_What you are asked to do_
Within the entries that follow, report how many lines contain the word "Describe", giving the number by itself.

_Given information_
☆ ☆ ☆ ☆ ☆

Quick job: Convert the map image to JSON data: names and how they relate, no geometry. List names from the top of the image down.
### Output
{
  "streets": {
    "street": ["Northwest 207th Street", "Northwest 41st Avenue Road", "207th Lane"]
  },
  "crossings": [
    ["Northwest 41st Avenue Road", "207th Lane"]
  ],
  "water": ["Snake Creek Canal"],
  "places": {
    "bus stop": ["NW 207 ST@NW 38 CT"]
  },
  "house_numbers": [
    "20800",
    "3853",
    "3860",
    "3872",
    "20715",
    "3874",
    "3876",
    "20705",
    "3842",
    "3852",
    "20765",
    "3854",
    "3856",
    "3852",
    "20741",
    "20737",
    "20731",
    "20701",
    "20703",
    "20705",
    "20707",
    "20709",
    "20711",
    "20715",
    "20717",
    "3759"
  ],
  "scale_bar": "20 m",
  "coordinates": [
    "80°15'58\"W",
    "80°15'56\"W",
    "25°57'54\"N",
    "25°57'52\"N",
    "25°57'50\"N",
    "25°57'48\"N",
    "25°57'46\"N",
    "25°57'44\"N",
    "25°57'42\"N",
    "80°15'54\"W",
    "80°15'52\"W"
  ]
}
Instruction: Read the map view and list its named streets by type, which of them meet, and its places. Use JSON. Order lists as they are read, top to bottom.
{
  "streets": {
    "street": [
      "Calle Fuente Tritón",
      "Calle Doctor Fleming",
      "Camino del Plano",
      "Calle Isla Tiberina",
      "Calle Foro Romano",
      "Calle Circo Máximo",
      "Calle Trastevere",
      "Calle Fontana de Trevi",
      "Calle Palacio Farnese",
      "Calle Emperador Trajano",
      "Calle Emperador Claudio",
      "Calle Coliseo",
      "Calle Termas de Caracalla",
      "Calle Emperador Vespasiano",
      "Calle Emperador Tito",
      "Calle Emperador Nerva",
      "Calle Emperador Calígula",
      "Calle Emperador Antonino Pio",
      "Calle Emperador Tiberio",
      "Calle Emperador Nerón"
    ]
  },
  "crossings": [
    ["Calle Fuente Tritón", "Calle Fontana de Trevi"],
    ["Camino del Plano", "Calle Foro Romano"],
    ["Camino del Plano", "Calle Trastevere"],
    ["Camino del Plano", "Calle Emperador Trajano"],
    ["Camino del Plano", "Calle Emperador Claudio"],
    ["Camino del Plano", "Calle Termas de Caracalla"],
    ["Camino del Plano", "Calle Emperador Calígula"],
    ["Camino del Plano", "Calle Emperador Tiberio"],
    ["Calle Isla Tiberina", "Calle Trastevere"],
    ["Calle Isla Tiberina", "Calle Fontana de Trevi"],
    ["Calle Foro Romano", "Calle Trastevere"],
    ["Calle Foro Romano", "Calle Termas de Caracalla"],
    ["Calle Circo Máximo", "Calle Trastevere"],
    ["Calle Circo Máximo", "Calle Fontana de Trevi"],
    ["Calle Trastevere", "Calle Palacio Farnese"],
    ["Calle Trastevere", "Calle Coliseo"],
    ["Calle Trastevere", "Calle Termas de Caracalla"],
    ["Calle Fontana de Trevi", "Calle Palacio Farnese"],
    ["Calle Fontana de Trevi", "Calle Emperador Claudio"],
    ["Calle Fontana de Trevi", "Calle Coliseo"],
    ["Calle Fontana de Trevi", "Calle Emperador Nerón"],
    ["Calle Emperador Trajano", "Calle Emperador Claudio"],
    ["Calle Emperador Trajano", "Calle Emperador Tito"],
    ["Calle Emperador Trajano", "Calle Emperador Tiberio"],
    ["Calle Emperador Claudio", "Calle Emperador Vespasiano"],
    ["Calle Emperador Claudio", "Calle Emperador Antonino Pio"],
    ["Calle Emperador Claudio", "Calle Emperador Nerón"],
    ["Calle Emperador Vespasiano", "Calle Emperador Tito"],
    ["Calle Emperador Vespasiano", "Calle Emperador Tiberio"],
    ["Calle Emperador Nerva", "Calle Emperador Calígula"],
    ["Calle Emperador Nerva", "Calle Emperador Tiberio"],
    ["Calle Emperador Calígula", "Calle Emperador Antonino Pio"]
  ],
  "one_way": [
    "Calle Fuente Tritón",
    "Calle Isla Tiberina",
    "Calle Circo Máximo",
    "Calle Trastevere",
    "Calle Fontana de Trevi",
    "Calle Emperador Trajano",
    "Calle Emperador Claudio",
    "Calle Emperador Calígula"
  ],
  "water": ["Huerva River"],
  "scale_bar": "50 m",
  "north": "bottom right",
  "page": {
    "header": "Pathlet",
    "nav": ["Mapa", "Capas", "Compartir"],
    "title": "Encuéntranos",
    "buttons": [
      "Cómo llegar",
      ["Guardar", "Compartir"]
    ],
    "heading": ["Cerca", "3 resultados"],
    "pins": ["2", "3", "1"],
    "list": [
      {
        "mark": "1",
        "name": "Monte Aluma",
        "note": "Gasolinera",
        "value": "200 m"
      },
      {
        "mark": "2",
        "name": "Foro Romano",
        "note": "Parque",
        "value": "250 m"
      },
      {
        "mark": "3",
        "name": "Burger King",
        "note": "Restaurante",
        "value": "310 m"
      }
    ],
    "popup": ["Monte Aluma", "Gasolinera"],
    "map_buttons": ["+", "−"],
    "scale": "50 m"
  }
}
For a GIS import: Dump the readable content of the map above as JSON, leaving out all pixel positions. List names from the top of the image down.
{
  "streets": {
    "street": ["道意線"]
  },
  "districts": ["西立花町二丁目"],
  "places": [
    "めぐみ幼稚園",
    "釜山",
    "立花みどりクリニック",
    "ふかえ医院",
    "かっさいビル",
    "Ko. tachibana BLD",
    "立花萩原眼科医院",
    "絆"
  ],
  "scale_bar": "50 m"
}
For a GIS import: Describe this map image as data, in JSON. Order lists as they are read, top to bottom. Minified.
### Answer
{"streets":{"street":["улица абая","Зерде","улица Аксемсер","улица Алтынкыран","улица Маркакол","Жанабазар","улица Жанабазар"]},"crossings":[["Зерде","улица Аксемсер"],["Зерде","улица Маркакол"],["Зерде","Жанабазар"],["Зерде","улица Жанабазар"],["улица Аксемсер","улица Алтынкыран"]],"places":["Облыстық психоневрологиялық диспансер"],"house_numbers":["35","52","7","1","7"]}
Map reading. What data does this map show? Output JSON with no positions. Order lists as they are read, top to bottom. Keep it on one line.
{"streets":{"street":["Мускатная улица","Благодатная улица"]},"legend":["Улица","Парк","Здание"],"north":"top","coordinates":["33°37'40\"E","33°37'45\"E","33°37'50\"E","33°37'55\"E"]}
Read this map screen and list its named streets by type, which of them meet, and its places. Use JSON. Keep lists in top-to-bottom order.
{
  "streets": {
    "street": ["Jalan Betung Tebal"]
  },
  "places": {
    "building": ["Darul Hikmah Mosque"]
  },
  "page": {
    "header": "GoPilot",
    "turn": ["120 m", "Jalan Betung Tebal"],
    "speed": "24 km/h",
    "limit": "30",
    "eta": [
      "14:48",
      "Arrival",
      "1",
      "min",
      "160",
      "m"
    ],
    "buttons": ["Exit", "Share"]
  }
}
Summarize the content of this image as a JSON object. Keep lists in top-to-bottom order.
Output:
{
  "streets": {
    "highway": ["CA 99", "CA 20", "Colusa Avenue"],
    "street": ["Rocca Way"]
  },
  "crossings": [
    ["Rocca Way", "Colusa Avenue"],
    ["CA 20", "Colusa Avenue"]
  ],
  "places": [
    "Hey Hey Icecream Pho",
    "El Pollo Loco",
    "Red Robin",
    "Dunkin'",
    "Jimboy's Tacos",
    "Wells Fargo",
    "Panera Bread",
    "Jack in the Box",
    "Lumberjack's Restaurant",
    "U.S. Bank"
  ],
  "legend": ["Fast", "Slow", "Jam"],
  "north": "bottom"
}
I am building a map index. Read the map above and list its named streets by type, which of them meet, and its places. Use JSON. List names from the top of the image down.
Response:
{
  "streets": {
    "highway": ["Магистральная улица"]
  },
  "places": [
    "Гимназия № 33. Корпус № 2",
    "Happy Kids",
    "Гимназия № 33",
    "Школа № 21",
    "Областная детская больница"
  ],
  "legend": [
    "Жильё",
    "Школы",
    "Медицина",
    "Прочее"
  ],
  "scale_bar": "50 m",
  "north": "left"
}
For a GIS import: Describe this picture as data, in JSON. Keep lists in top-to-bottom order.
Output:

☆ ☆ ☆ ☆ ☆

_Response_
2